Когда Александра взошла на террасу, Федосья Сергеевна пила по глоточку какой-то неимоверно вонючий декохт, а мужчины толковали о будущей войне – так, как толкуют о ней пожилые господа, прослужившие в молодости несколько лет в гвардии и на том основании мнящие себя великими стратегами.
– Густав не посмеет напасть на нас, – говорил Лев Иванович. – Не для того его наша государыня деньгами дарит, чтобы воевать нас собирался.
– Он спит и видит, как бы забрать у нас финские земли, как только на трон сел.
– Так ведь у шведов конституция. Она запрещает королю начинать войну наступательную, а позволяет вести лишь оборонительную.
– Он додумается, как обойти конституцию!
Александра политических бесед не любила и не понимала. Не то чтоб ей было совсем безразлично, как ссорится и мирится наша государыня со шведским Густавом, но, как всякая женщина, она больше интересовалась, будут ли свадьбы. У государыни растут внуки, Александр и Константин, растут внучки – Александра, Елена и Мария, великая княгиня Мария Федоровна непременно еще детей нарожает – ей ведь всего-то двадцать восемь. Еще лет шесть-семь – и начнутся свадьбы, и все будут гадать о женихах и невестах. Отчего бы не породниться со Швецией? Тогда уж точно будет мир с их сумбурным королем.
Куда важнее было сейчас придумать букет с тысячелистником, найти два ярких цветка, чтобы оживить его, таких, чтобы по цвету уравновешивали друг друга, а по форме – находились в противоречии.
Оба стратега меж тем костерили на все лады шведского Густава, называя его сумасшедшим и полоумным, по примеру самой государыни. Разве не безумец? Своей демонстрацией готовности к войне хочет задержать на Балтике флот Грейга, которому велено идти в Средиземное море воевать турок. И за то ему платят якобы французский король и турецкий султан.
Александра не особо прислушивалась к политическим рассуждениям, но мелькнуло слово «масоны». Масонских лож развелось немало, в чем их суть она не докапывалась: смысл? – дам в ложи не допускали, хотя господин Калиостро, сказывали, пытался учредить дамскую ложу, но окончилось это каким-то невозможным развратом. Калиостро куролесил в российской столице лет десять назад, и Александра была слишком молода, чтобы иметь о его подвигах свое мнение. Но того, что Калиостро со скандалом выставили из Санкт-Петербурга, и того, что сама государыня не поленилась – написала комедию о его мошенничествах, для Александры было довольно.

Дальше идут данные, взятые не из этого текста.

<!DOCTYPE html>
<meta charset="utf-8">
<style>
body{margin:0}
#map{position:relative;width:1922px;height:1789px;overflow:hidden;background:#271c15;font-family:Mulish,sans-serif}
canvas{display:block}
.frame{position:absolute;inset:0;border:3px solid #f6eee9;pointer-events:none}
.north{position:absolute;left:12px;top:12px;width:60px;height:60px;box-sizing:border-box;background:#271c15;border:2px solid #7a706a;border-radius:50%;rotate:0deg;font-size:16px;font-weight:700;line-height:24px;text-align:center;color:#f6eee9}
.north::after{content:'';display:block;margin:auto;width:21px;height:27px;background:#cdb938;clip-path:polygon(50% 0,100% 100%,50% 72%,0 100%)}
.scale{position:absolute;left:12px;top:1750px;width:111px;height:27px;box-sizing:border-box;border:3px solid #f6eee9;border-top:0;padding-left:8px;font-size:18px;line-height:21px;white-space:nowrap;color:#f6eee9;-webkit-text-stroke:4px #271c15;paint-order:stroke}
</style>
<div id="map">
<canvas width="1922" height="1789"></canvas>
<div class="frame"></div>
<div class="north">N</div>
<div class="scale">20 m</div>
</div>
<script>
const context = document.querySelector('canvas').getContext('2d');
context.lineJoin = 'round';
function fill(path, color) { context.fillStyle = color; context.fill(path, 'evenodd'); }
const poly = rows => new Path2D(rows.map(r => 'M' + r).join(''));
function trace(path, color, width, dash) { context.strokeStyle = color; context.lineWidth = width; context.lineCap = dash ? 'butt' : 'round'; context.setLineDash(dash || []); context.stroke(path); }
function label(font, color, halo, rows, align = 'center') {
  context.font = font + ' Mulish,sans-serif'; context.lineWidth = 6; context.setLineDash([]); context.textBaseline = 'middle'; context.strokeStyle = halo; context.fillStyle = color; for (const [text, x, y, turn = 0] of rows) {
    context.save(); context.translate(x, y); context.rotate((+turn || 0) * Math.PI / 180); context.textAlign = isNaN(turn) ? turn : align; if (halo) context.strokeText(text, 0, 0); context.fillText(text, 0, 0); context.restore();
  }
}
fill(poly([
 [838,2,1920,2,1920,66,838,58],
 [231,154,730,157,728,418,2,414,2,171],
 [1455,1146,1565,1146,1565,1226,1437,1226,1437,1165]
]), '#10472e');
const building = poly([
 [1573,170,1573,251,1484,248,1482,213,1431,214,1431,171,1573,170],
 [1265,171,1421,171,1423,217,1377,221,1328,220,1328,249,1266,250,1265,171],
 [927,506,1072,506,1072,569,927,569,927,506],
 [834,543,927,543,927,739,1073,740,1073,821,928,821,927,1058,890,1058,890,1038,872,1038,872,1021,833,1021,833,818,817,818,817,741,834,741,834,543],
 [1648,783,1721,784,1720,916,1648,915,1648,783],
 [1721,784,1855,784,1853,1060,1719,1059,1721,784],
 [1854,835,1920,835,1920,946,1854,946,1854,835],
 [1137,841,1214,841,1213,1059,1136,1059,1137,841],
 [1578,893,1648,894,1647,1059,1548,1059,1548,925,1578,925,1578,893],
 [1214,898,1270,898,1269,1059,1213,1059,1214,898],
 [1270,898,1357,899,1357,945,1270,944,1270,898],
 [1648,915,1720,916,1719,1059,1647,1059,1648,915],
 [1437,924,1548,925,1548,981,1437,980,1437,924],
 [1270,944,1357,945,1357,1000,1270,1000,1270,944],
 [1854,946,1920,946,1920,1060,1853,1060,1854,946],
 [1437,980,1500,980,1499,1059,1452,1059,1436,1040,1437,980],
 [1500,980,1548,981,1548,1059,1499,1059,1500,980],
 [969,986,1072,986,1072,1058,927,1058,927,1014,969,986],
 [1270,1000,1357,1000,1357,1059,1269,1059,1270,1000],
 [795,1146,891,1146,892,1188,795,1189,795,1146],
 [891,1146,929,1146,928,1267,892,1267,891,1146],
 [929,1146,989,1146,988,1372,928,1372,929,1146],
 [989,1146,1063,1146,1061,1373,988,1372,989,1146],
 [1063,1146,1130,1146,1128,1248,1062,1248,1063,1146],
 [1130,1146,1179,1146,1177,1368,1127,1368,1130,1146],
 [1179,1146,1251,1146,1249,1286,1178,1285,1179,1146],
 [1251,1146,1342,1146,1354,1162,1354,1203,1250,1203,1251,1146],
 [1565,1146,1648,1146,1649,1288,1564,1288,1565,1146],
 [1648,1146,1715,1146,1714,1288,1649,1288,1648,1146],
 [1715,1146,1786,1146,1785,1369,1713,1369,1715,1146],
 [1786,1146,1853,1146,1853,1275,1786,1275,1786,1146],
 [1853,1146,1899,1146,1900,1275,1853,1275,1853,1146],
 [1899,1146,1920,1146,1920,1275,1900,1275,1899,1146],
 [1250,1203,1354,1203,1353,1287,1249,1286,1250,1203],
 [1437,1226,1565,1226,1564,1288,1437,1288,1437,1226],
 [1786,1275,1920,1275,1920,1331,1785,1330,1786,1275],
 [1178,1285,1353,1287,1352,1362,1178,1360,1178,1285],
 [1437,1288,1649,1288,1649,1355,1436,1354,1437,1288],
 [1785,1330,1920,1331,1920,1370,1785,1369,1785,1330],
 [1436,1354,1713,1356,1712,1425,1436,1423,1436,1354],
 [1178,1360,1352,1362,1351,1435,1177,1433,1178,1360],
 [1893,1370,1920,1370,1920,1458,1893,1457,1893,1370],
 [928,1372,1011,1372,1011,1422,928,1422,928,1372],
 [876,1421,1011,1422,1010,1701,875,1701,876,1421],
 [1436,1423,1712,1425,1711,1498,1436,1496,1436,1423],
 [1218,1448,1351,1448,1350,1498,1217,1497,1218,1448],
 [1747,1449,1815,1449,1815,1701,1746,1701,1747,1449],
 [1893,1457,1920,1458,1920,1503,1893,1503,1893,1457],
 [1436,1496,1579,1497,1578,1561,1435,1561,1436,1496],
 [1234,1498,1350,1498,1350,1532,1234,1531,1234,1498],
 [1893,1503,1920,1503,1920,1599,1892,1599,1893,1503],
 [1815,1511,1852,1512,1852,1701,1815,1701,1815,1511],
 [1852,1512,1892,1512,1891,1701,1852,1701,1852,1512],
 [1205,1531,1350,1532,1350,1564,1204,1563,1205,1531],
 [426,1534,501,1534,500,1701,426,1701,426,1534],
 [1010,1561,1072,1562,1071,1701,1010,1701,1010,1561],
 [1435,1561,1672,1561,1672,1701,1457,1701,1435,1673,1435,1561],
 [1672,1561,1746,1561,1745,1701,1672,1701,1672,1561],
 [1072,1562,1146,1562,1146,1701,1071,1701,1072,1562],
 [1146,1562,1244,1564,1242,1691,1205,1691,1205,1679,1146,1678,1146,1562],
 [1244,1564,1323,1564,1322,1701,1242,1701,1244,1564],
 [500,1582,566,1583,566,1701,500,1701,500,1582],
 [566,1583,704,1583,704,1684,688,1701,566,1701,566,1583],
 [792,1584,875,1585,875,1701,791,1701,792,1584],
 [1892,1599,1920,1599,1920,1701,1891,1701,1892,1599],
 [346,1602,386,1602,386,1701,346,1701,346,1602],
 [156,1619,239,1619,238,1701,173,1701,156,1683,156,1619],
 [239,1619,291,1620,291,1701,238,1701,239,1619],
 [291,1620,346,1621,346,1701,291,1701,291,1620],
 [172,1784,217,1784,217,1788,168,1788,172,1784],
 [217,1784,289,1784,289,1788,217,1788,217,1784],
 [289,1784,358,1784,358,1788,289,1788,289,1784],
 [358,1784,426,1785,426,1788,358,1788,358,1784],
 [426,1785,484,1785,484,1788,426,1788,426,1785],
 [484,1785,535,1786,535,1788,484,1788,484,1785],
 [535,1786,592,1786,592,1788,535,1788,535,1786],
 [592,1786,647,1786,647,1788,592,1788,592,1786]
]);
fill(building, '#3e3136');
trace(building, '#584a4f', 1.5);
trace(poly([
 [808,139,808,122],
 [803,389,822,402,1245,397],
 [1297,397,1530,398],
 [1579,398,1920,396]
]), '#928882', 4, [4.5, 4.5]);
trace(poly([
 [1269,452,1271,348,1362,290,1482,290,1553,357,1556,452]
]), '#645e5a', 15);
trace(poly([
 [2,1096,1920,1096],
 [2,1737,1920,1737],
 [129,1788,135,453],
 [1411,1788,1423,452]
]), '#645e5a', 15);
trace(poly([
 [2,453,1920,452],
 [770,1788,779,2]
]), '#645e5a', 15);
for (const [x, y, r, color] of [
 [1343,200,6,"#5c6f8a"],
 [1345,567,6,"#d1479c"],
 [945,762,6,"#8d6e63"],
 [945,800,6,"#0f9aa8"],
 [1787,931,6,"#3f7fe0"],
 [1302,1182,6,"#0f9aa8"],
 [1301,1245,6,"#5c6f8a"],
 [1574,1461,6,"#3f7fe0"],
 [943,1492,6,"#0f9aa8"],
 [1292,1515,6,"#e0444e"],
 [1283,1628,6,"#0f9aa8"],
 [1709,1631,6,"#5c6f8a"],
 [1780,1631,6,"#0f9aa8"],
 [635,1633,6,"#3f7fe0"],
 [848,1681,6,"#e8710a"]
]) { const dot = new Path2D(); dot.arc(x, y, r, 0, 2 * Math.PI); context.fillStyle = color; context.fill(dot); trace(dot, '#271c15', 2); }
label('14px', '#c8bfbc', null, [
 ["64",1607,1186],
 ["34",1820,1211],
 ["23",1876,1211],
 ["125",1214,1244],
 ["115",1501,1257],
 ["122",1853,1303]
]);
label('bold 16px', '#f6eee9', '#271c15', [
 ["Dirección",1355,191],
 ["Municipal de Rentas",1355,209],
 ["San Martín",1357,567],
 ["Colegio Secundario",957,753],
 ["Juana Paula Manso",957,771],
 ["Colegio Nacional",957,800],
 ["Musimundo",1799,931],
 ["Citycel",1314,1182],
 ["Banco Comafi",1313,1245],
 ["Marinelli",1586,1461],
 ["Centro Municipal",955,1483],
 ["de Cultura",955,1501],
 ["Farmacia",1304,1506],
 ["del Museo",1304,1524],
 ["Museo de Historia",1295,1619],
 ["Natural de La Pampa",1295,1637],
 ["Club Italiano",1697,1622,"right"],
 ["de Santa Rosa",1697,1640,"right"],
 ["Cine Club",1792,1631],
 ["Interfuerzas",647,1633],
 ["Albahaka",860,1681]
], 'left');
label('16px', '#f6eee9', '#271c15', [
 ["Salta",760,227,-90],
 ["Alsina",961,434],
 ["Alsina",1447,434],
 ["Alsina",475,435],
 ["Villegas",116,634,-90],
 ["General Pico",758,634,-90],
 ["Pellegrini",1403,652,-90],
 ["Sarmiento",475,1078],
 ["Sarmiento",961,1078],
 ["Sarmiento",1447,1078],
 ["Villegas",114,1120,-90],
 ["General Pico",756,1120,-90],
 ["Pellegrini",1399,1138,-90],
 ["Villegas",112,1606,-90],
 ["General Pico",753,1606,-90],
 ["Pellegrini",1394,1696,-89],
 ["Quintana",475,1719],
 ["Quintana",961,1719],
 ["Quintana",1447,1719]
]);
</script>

Поэтому она и не стала вникать, какое отношение имеют масоны к российскому флоту, а села возле госпожи Вороновой и тетки, Федосьи Сергеевны, с самым кротким видом. Тетка ее по-своему любила и однажды даже сказала:
– Ты, дурочка, резвись, пока молодая. Коли что – не выдам, прикрою.
Такую тетушку следовало холить и лелеять. Даже невзирая на то, что от нее за версту несло «Венериным маслом», которое успело выйти из моды еще при прежнем царствовании; сам по себе запах был неплох, да больно надоедлив.
– Ну, что, сударыни, начнем, благословясь? – спросила Федосья Сергеевна. – Ох и тяжек крест – молодых девок пристраивать. Вся надежда на тебя, Сашка. У тебя ведь кавалеров множество, ты и в театры ездишь, и на гулянья. Левка! Григорий Семеныч! Хватит в солдатики играть. Что скажете?
– То скажу, матушка, что не след было Маврушу отдавать в институт. Кто не знает, что невесты из монашек прескверные! – отвечал Лев Иванович. – Я в сем деле помогу деньгами, и только. Где для набитой дуры искать жениха – не знаю!
Монашками смольнянок прозвали потому, что Смольный институт государыня велела устроить в здании, которое строилось для женской обители.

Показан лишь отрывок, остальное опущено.